*** Data supplied ***

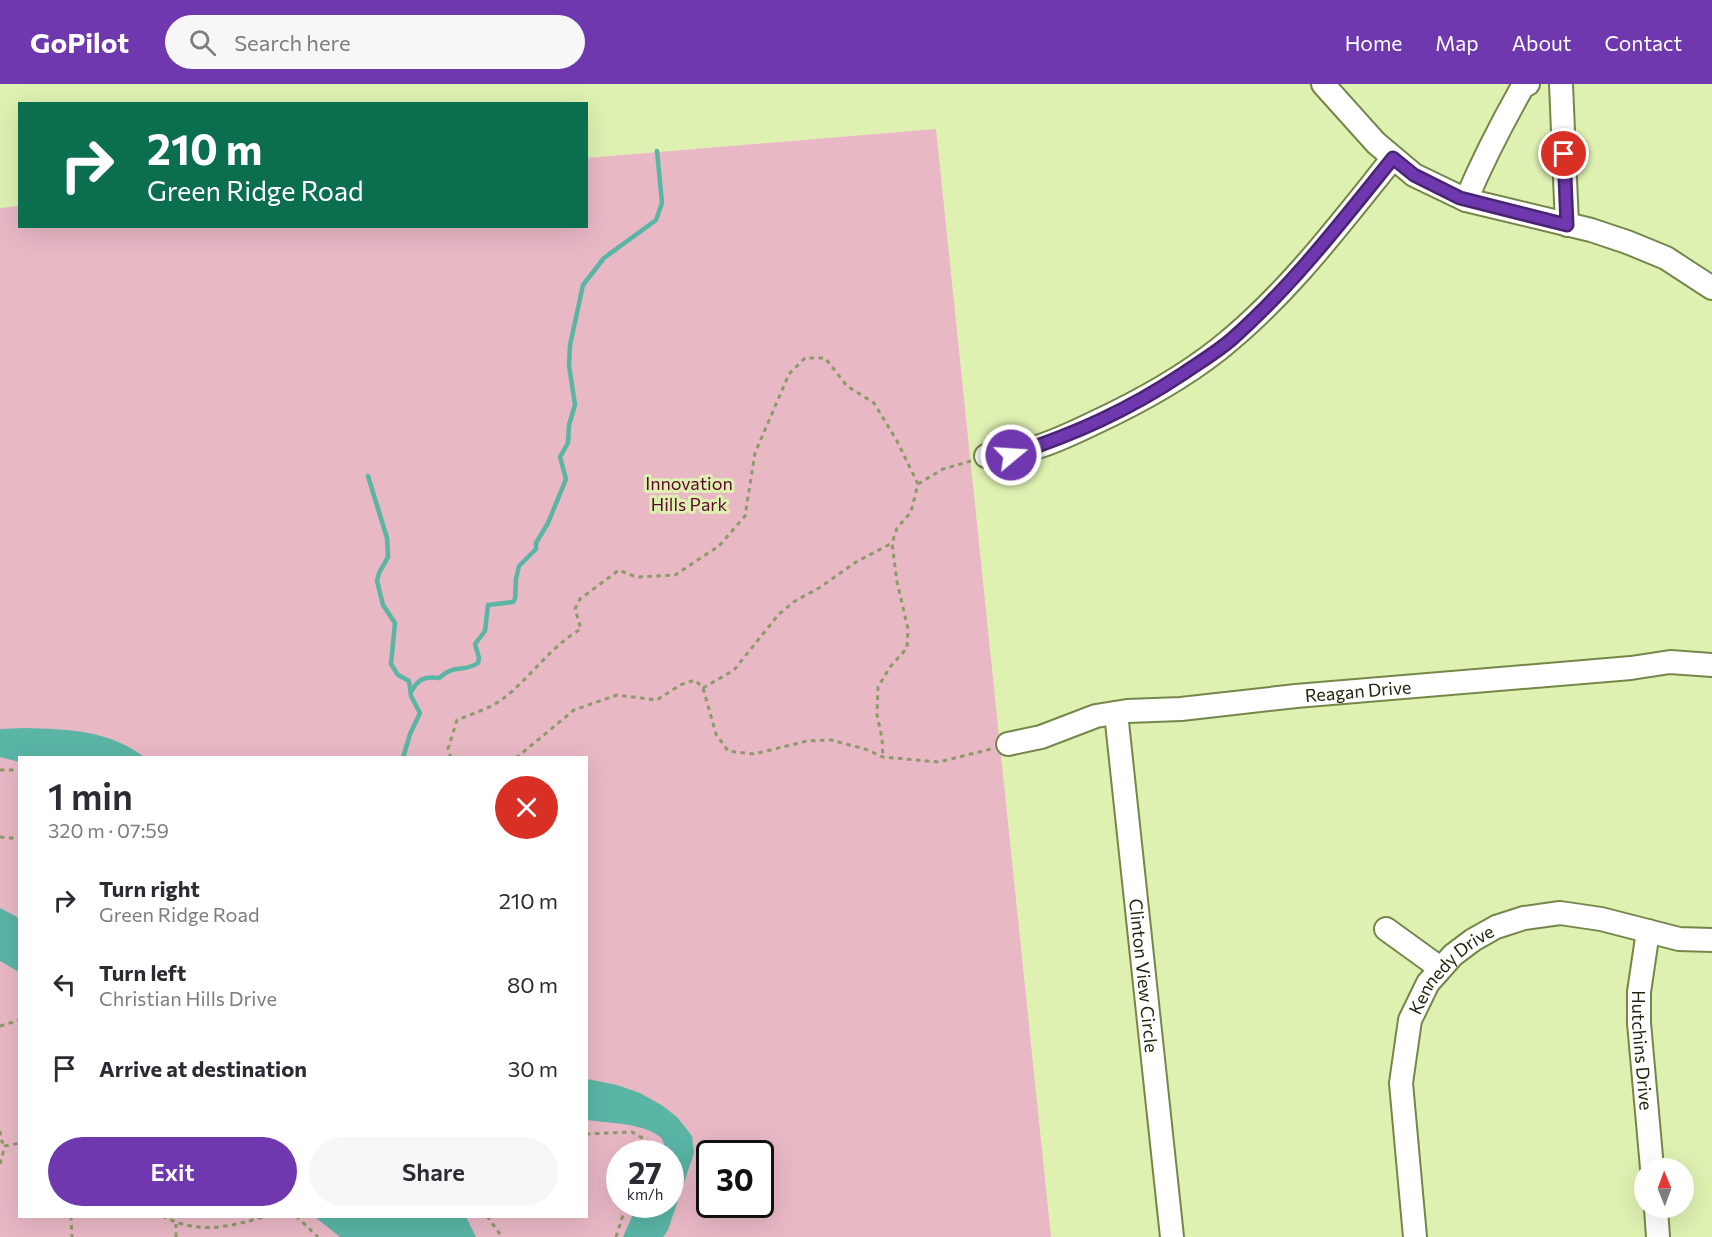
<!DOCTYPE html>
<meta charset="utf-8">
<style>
body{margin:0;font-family:Commissioner,sans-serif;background:#f7f7f7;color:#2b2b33;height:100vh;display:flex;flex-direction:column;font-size:22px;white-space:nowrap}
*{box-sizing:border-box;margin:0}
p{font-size:20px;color:#7c7c81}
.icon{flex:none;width:33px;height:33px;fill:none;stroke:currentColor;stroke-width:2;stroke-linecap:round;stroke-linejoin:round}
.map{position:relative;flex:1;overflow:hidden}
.drawer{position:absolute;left:18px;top:672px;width:570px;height:462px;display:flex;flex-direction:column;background:#fff;border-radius:0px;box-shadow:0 6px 24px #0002}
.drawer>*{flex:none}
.guide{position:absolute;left:18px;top:18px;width:570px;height:126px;border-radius:0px;box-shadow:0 6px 24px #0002;background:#0b6e4f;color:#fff;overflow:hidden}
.needle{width:39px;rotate:359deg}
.controls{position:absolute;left:1634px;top:1074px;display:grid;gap:12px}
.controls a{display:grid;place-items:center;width:60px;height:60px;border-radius:50%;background:#fff;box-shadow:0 6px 24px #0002;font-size:30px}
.speed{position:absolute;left:606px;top:1056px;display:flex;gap:12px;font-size:30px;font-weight:700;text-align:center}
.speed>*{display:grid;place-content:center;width:78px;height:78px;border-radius:50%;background:#fff;box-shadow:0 6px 24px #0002;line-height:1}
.speed small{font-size:15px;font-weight:400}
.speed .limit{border:3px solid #111;border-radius:9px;background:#fff;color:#111}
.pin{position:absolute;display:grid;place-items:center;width:51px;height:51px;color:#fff;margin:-26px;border:3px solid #fff;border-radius:50%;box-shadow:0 2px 6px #0007}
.me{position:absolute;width:66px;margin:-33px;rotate:72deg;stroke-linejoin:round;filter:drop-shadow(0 0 4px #0008)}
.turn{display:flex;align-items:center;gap:21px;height:126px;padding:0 30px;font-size:27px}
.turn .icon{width:78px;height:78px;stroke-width:2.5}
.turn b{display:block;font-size:42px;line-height:51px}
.round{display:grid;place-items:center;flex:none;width:63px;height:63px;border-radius:32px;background:#f7f7f7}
.headline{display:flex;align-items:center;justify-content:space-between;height:102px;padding:0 30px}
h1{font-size:36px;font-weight:600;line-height:45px}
.primary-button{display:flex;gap:12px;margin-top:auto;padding:12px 30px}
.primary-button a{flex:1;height:69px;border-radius:36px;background:#6f38af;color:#fff;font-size:24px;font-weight:600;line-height:69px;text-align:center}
.primary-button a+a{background:#f7f7f7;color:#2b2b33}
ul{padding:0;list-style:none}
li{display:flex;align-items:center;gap:18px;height:84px;padding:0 30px}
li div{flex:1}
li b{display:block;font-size:22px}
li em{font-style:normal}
header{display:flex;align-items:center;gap:36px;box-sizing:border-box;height:84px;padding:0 30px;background:#6f38af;color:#fff}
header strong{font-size:28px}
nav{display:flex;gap:33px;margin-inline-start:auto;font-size:21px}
.search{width:420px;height:54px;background:#f7f7f7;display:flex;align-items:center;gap:15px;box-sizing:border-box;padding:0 21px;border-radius:33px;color:#7c7c81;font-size:22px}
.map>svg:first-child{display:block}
.green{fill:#e9b8c5;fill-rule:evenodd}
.water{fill:#5ab5a5}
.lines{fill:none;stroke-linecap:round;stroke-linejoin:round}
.stream{stroke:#5ab5a5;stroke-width:4.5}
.minor-casing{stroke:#76864a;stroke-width:26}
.path{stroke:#8c996a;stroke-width:3;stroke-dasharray:4.5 4.5;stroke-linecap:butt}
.minor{stroke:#fff;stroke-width:22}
.route-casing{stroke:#482472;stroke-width:15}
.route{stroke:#6f38af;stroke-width:10}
.labels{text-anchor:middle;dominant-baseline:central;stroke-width:6;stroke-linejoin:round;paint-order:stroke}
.park-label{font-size:18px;fill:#5d062e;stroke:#def1b1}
.street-label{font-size:18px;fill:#21270e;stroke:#def1b1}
</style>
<header>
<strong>GoPilot</strong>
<div class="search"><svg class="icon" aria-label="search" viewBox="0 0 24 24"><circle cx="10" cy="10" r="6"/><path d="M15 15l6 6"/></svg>Search here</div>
<nav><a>Home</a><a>Map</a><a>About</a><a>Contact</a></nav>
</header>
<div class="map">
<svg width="1712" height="1153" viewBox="0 0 1712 1153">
<rect width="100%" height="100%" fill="#def1b1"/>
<!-- green -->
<path class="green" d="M936,45l115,1108h-1051v-1029l19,-2 1,20h566l1,-68zM20,674h566v458h-566zM620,1070h50v50h-50zM710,1070h50v50h-50z"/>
<!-- water -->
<g class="water">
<path d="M24,644c43,1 85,2 120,29l-124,1 -1,4 -19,-5v-28z"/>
<path d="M0,824l19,10v54l-19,-11z"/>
<path d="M587,995l30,6 23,8 23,13 14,11 15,19 2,17 -26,77 -5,7h-40l14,-32 33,-1v-50l-5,-1c0,-6 -1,-13 -6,-17 -17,-13 -52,-13 -72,-16z"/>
<path d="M315,1133h151l10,20h-136z"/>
</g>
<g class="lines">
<!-- stream -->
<g class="stream">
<path d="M368,392l19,62 1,19 -9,16 -2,8 6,24 12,18 -4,41 7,11 11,6 2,15 9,17 -10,21 -7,24"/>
<path d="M411,608c7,-13 13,-16 28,-14 16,-15 24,-5 39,-15l1,-5 -4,-14 10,-13 3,-26 25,-3 2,-3 1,-20 3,-13 17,-17v-6l12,-20 18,-44 -6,-22 8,-14 1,-18 6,-20 -6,-40 1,-20 13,-60 21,-27 52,-38 6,-17 -5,-52"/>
</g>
<defs>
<g id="minor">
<path d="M1323,0l53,59 38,32 52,25 125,30 36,12 39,16 46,30"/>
<path d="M1561,0l6,141"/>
<path d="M1466,116c17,-40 36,-77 57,-114l5,-2"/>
<path d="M986,372c40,-1 73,-16 108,-33 43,-20 87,-44 125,-74 68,-54 120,-124 174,-191"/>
<path id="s1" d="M1116,629l56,524"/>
<path id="s2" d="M1008,660l33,-7 55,-21 31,-5 54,-2 115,-13 335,-28 39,-6 42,3"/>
<path d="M1386,845l54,39"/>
<path id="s3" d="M1648,847l-9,61v31l13,145"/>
<path d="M1656,1124l2,29"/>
<path id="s4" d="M1415,1153l-14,-154 9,-63 18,-37 25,-28 20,-15 23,-13 28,-9 36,-5 41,6 78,20 33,1"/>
</g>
</defs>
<!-- minor casing -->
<use href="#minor" class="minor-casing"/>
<!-- path -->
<g class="path">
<path d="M918,400l25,-15 28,-8"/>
<path d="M703,604l31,-18 45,-56 16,-13 24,-13 37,-26 36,-19"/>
<path d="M451,674l-3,-9 9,-29c15,-6 34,-12 47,-22 27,-21 48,-53 77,-69l-6,-20 5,-10 39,-29 17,7 39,-2 44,-29 26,-30 10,-63 34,-79 16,-16h20l22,28 27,17 23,38 21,43 -7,28 -14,16 -5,15 5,39 11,47 -1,19 -17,19 -12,20 -1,28 5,23 1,19"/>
<path d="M516,674l58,-48 43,-15 40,5 23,-15 15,-5 8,8 13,46 12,17 26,3 53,-13 24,-1 34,9 18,8 56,5 52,-13"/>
<path d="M0,686h20"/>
<path d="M0,753l12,1 8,-2"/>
<path d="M0,942l20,-6"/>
<path d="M0,1047l1,9 4,6"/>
<path d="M586,1050l46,-2 17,10 3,9 -3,3"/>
<path d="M649,1058l9,2 7,4"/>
<path d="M0,1080l5,-18 15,-3"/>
<path d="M71,1132l1,21"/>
<path d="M162,1132c37,19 67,11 105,0"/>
<path d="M296,1132l22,21"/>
<path d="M487,1132l15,21"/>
<path d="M176,1153v-13"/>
<path d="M616,1153l6,-19 6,-14"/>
</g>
<!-- minor -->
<use href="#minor" class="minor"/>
</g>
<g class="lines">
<defs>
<path id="route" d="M1011,371c64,-21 116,-44 173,-82 16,-11 33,-21 48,-34 61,-54 110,-118 161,-181l21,17 46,23 107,27 -3,-71"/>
</defs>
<!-- route casing -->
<use href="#route" class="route-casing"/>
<!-- route -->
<use href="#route" class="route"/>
</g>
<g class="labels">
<!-- park labels -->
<g class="park-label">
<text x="689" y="399">Innovation<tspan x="689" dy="21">Hills Park</tspan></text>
</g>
<!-- street labels -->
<g class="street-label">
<text stroke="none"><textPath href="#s2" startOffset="356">Reagan Drive</textPath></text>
<text stroke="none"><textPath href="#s4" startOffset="285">Kennedy Drive</textPath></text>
<text stroke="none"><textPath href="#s1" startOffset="264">Clinton View Circle</textPath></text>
<text stroke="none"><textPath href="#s3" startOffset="120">Hutchins Drive</textPath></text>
</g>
</g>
</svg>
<div class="controls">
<a><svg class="needle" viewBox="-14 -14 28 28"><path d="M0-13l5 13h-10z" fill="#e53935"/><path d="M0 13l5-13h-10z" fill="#7c7c81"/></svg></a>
</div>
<div class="speed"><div>27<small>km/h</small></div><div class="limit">30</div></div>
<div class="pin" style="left:1564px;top:70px;background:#d93025"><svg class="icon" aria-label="arrive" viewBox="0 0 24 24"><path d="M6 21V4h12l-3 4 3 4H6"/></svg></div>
<svg class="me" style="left:1011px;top:371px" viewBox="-20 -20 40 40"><circle r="17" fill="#6f38af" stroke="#fff" stroke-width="3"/><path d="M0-11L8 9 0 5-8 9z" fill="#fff"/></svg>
<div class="guide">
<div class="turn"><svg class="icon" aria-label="right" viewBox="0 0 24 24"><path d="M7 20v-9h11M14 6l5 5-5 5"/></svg><div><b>210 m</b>Green Ridge Road</div></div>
</div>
<section class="drawer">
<div class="headline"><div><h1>1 min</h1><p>320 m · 07:59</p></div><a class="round" style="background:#d93025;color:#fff"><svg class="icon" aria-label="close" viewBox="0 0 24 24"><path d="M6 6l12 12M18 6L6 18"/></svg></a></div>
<ul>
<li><svg class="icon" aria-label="right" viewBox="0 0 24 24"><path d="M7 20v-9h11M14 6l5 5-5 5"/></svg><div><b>Turn right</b><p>Green Ridge Road</p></div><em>210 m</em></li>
<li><svg class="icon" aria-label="left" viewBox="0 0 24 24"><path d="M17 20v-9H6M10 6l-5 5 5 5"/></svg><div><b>Turn left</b><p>Christian Hills Drive</p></div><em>80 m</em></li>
<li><svg class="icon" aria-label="arrive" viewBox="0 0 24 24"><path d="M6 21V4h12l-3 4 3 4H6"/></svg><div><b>Arrive at destination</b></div><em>30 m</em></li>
</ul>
<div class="primary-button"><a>Exit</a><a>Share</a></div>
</section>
</div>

*** End of Data supplied ***

Problem
For each line of the listing that holds the word "overflow", show that line.

Result
.map{position:relative;flex:1;overflow:hidden}
.guide{position:absolute;left:18px;top:18px;width:570px;height:126px;border-radius:0px;box-shadow:0 6px 24px #0002;background:#0b6e4f;color:#fff;overflow:hidden}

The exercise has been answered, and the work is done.